_TRY IT_
What is the number of lines in the data that hold the string "Maxol"? Reply with that number only.

_RECORDED INFORMATION_
..........

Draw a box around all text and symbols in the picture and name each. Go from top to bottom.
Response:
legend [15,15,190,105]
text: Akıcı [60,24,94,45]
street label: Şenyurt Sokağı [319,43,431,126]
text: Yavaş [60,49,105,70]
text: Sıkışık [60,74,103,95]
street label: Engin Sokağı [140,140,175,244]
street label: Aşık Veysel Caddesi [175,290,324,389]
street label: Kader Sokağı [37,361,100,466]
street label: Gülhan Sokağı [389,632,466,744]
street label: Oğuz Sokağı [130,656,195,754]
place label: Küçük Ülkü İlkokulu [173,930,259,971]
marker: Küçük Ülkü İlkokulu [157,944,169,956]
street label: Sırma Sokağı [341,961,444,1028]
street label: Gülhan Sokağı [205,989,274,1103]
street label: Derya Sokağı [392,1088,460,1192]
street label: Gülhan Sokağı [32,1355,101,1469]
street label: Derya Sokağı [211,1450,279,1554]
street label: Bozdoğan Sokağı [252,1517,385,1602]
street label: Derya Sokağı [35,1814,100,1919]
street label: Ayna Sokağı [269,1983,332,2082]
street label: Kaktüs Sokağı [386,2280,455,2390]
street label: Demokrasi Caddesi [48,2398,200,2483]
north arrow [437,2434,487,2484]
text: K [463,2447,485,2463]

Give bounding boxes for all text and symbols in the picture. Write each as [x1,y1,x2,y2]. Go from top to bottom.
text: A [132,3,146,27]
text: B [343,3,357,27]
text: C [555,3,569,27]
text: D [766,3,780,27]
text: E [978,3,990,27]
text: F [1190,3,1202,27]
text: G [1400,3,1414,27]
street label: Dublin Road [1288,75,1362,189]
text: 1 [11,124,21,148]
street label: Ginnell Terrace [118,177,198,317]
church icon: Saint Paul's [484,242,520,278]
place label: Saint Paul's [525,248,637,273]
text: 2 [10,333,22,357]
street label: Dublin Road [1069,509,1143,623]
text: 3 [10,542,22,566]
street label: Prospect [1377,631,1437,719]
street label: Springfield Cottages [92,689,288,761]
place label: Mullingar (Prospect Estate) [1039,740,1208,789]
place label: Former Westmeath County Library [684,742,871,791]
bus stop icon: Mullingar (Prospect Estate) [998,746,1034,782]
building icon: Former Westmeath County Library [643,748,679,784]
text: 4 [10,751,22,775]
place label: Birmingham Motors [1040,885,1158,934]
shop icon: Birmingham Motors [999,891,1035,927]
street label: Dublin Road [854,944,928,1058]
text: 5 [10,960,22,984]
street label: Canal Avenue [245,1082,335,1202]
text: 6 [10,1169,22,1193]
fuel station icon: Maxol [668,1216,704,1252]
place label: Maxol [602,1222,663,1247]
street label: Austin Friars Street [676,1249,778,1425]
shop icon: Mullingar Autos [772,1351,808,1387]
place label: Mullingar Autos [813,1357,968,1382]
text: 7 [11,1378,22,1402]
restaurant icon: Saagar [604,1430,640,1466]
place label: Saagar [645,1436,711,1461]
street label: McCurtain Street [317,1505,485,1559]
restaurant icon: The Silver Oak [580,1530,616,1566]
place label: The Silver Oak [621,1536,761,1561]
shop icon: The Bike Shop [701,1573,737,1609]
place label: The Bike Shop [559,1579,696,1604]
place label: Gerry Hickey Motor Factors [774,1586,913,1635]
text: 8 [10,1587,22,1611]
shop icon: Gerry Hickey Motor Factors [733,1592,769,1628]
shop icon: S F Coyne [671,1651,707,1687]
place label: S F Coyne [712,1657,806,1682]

..........

_OUTPUT OF THE TASK_
2